··· Data extracts ···

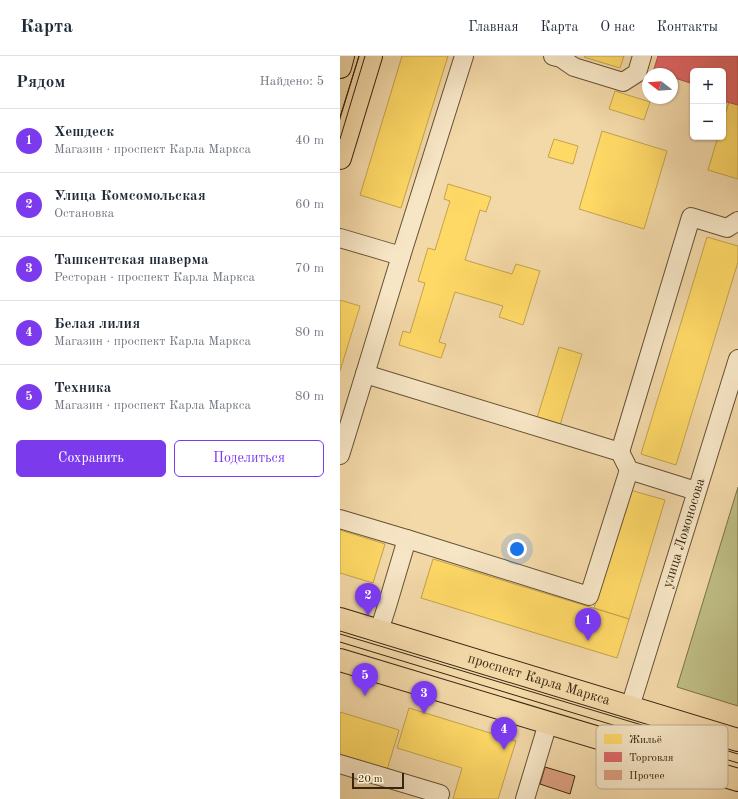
<!DOCTYPE html>
<html lang="ru">
<meta charset="utf-8">
<style>
body{margin:0;font-family:"Old Standard TT",serif;background:#f6f6f7;color:#1f2937}
.controls{position:absolute;right:12px;top:12px;display:grid;overflow:hidden;border-radius:6px;box-shadow:0 1px 3px #0004}
.controls button{width:36px;height:36px;display:grid;place-items:center;padding:0;border:0;border-bottom:1px solid #e0e1e3;background:#fff;color:#1f2937;font:20px sans-serif}
.compass{position:absolute;left:302px;top:12px;width:36px;height:36px;border-radius:50%;background:#fff;box-shadow:0 1px 3px #0004;rotate:287deg}
.scale{position:absolute;left:12px;bottom:10px;width:52px;box-sizing:border-box;padding-left:4px;border:2px solid #36250f;border-top:0;font-size:11px;line-height:14px;white-space:nowrap;color:#36250f;-webkit-text-stroke:3px #f7e6c6;paint-order:stroke}
.you{position:absolute;left:177px;top:493px;width:14px;height:14px;margin:-10px;border:3px solid #fff;border-radius:50%;background:#1a73e8;box-shadow:0 0 0 6px #1a73e833}
.badge{display:grid;place-items:center;width:26px;height:26px;border-radius:50%;background:#7c3aed;color:#fff;font-size:13px;font-weight:700}
.pin{position:absolute;translate:-50% -33px;filter:drop-shadow(0 1px 2px #0008)}
.pin::after{content:'';position:absolute;top:21px;width:14px;height:12px;background:inherit;clip-path:polygon(0 0,100% 0,50% 100%)}
.list{margin:0;padding:0;list-style:none}
h2{display:flex;justify-content:space-between;align-items:center;height:52px;margin:0;padding:0 16px;font-size:17px}
h2 small{font-size:13px;font-weight:400;color:#747a83}
.list li{display:grid;grid-template-columns:26px 1fr auto;gap:12px;align-items:center;box-sizing:border-box;height:64px;padding:0 16px;border-top:1px solid #e0e1e3}
.list b{display:block;font-size:15px;white-space:nowrap}
.list p{margin:0;font-size:13px;white-space:nowrap;color:#747a83}
.list em{font-size:13px;font-style:normal;color:#747a83}
.actions{display:flex;gap:8px;padding:12px 16px}
.actions a{flex:1;padding:9px 0;border:1px solid #7c3aed;border-radius:6px;text-align:center;font-size:14px;color:#7c3aed}
.actions .main{background:#7c3aed;color:#fff}
.map{position:relative;flex:none;width:398px;height:743px;overflow:hidden}
header{display:flex;align-items:center;gap:24px;box-sizing:border-box;height:56px;padding:0 20px;background:#fff;border-bottom:1px solid #e0e1e3}
header strong{font-size:19px}
nav{display:flex;gap:22px;margin-inline-start:auto;font-size:14px}
main{display:flex}
aside{flex:1;background:#fff}
.map>svg:first-child{display:block}
.green{fill:#bfbe85;stroke:#7a724a}
.homes{fill:#ffd966;stroke:#c3a34c}
.shops{fill:#e06666;stroke:#ad524c}
.building{fill:#dc9e7e;stroke:#36250f}
.lines{fill:none;stroke-linecap:round;stroke-linejoin:round}
.minor-casing{stroke:#655235;stroke-width:20}
.major-casing{stroke:#36250f;stroke-width:24}
.minor{stroke:#f7e6c6;stroke-width:18}
.major{stroke:#f3d8a8;stroke-width:22}
.tram{stroke:#36250f;stroke-width:1}
.labels{text-anchor:middle;dominant-baseline:central;stroke-width:4;stroke-linejoin:round;paint-order:stroke}
.street-label{font-size:14px;fill:#36250f;stroke:#f7e6c6}
.key{fill:#f7e6c6;stroke:#bdac8f;stroke-width:1}
.key-label{font-size:11px;fill:#36250f}
</style>
<header>
<strong>Карта</strong>
<nav><a>Главная</a><a>Карта</a><a>О нас</a><a>Контакты</a></nav>
</header>
<main>
<aside>
<h2>Рядом<small>Найдено: 5</small></h2>
<ul class="list">
<li><span class="badge">1</span><div><b>Хешдеск</b><p>Магазин · проспект Карла Маркса</p></div><em>40 m</em></li>
<li><span class="badge">2</span><div><b>Улица Комсомольская</b><p>Остановка</p></div><em>60 m</em></li>
<li><span class="badge">3</span><div><b>Ташкентская шаверма</b><p>Ресторан · проспект Карла Маркса</p></div><em>70 m</em></li>
<li><span class="badge">4</span><div><b>Белая лилия</b><p>Магазин · проспект Карла Маркса</p></div><em>80 m</em></li>
<li><span class="badge">5</span><div><b>Техника</b><p>Магазин · проспект Карла Маркса</p></div><em>80 m</em></li>
</ul>
<div class="actions"><a class="main">Сохранить</a><a>Поделиться</a></div>
</aside>
<div class="map">
<svg width="398" height="743" viewBox="0 0 398 743">
<rect width="100%" height="100%" fill="#f3d8a8"/>
<filter id="stains"><feTurbulence type="fractalNoise" baseFrequency=".005" numOctaves="4"/><feColorMatrix values="0 0 0 0 .2 0 0 0 0 .09 0 0 0 0 .02 0 0 0 .5 -.17"/></filter>
<radialGradient id="worn" r=".72"><stop offset=".6" stop-color="#630" stop-opacity="0"/><stop offset="1" stop-color="#630" stop-opacity=".3"/></radialGradient>
<path class="green" d="M398,431V650L337,631Z"/>
<g class="homes">
<path d="M62,0H108L61,152L20,139Z"/>
<path d="M245,0H284L280,12L244,1Z"/>
<path d="M275,35L310,46L304,64L269,53Z"/>
<path d="M389,46L398,49V123L368,114L378,81H383V65Z"/>
<path d="M262,75L327,95L304,173L239,153Z"/>
<path d="M214,83L238,90L233,108L208,101Z"/>
<path d="M108,128L151,141L146,156L140,154L125,204L172,218L176,208L200,215L183,269L159,261L163,250L115,236L99,286L106,288L101,302L59,289L63,275L70,277L85,227L78,225L88,192L95,194L110,145L104,143Z"/>
<path d="M367,181L398,190V206L336,409L301,398Z"/>
<path d="M0,244L20,250L0,315Z"/>
<path d="M219,291L242,298L220,369L197,362Z"/>
<path d="M290,434L325,444L289,563L254,552Z"/>
<path d="M0,474L45,488L33,527L0,517Z"/>
<path d="M93,503L289,563L277,602L81,542Z"/>
<path d="M69,652L176,685L158,743H113L122,712L57,692Z"/>
<path d="M0,656L59,674L47,714L0,699Z"/>
</g>
<path class="shops" d="M318,0H398V49L383,45L385,37H383V15H353V28L332,21V18H321L313,16Z"/>
<path class="building" d="M205,711L235,720L230,738L200,728Z"/>
<g class="lines">
<g class="minor-casing">
<g id="minor">
<path d="M213,0L221,2L234,11L283,26L297,17L302,0"/>
<path d="M0,182L61,200L124,0"/>
<path d="M61,200L25,318L280,396L289,414L356,435"/>
<path d="M280,396L351,161L387,172L398,165"/>
<path d="M0,399L25,318"/>
<path d="M0,463L67,483L47,550L39,575"/>
<path d="M67,483L249,540L289,414"/>
<path id="s1" d="M290,651L398,303"/>
<path d="M0,708L100,738L98,743"/>
<path d="M185,743L208,667"/>
</g>
</g>
<g class="major-casing">
<g id="major">
<path d="M0,11L3,0"/>
<path d="M0,102L31,0"/>
<path id="s2" d="M0,563L398,684"/>
<path d="M0,604L398,724"/>
</g>
</g>
<use href="#minor" class="minor"/>
<use href="#major" class="major"/>
<g class="tram">
<path d="M0,61L19,0"/>
<path d="M0,83L25,0"/>
<path d="M0,578L398,698"/>
<path d="M0,586L398,707"/>
</g>
</g>
<g class="labels">
<g class="street-label">
<text stroke="none"><textPath href="#s1" startOffset="182">улица Ломоносова</textPath></text>
<text stroke="none"><textPath href="#s2" startOffset="208">проспект Карла Маркса</textPath></text>
</g>
</g>
<rect x="256" y="669" width="132" height="64" rx="6" class="key"/>
<rect x="264" y="678" width="18" height="10" fill="#ffd966"/>
<rect x="264" y="696" width="18" height="10" fill="#e06666"/>
<rect x="264" y="714" width="18" height="10" fill="#dc9e7e"/>
<g class="key-label">
<text x="289" y="687">Жильё</text>
<text x="289" y="705">Торговля</text>
<text x="289" y="723">Прочее</text>
</g>
<rect width="100%" height="100%" filter="url(#stains)"/>
<rect width="100%" height="100%" fill="url(#worn)"/>
</svg>
<div class="controls">
<button>+</button>
<button>−</button>
</div>
<svg class="compass" viewBox="-18 -18 36 36"><path d="M0-13l5 13h-10z" fill="#e53935"/><path d="M0 13l5-13h-10z" fill="#747a83"/></svg>
<div class="scale">20 m</div>
<div class="you"></div>
<div class="pin badge" style="left:248px;top:585px">1</div>
<div class="pin badge" style="left:28px;top:560px">2</div>
<div class="pin badge" style="left:84px;top:658px">3</div>
<div class="pin badge" style="left:164px;top:694px">4</div>
<div class="pin badge" style="left:25px;top:640px">5</div>
</div>
</main>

···

■ Work request: In the records above, how many lines contain the string "minor"? State that number only.

■ Your solution: 5